The query returns an empty results even though the document is available in ES

ES has the below document
{
_index: messages
_type: ABCType
_id: 4571b1a9-d0eb-4e98-bc3f-562d2ee8e206
_version: 1
_score: 1
_source: {
sender_name: Unknown
receiver: AN
}
}

here, What could be the best way to disable the stopword 'AN' only. Which analyzer i should use? Were to configure the analyzer?


(tri-man) #2

Try this link
https://www.elastic.co/guide/en/elasticsearch/reference/current/analysis-stop-tokenfilter.html


(Ram Sunka) #3

Thank you so much. Here I just need to disable only one stopword. So I will follow the above link and can create the analyzer.But, after adding the analyzer to index, does it really affects ES performance?


(Adrien Grand) #4

There is no way to remove a stopword, you need to redefine a standard analyzer and provide the whole list of stop words that you need. https://www.elastic.co/guide/en/elasticsearch/reference/current/analysis-standard-analyzer.html#_configuration

Here is the current list: https://github.com/apache/lucene-solr/blob/e2521b2a8baabdaf43b92192588f51e042d21e97/lucene/core/src/java/org/apache/lucene/analysis/standard/StandardAnalyzer.java#L45


(tri-man) #5

the idea here is to use your own "stop words" list which does not include the ones you don't want, instead of using the standard "stop words" list.

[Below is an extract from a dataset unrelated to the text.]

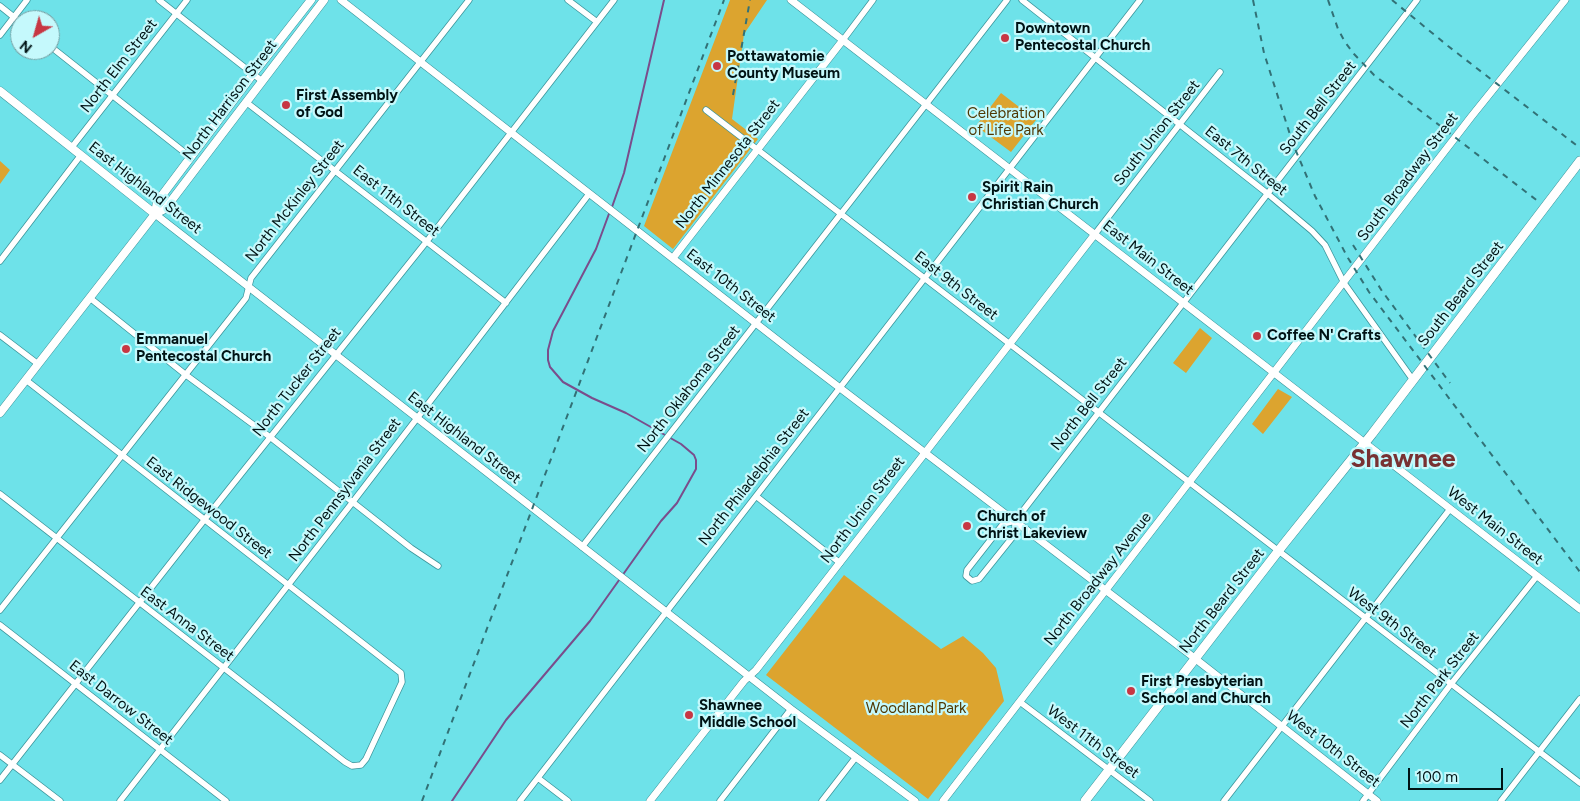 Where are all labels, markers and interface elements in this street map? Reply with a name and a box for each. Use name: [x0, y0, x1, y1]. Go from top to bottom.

Once you define your own, you need to define your own "analyzer" and apply or use it where it is appropriate.


(Ram Sunka) #6

Thank you so much, guys.
The below code snippet am going to use, is that fine? Also, What about the performance issues?

index :
analysis :
analyzer :
default :
type : standard
stopwords : [ "a", "and", "are", "as", "at", "be", "but", "by",
"for", "if", "in", "into", "is", "it",
"no", "not", "of", "on", "or", "such",
"that", "the", "their", "then", "there", "these",
"they", "this", "to", "was", "will", "with"]

Note: I am using ES version 1.3.4 only.


(tri-man) #7

the performance should not be worse than a longer stop words list (if I have to guess)


(Ram Sunka) #8

Thank you so much, @thn .

Also, Can any one from elastic team confirms that the above one is correct?


(system) #9

This topic was automatically closed 28 days after the last reply. New replies are no longer allowed.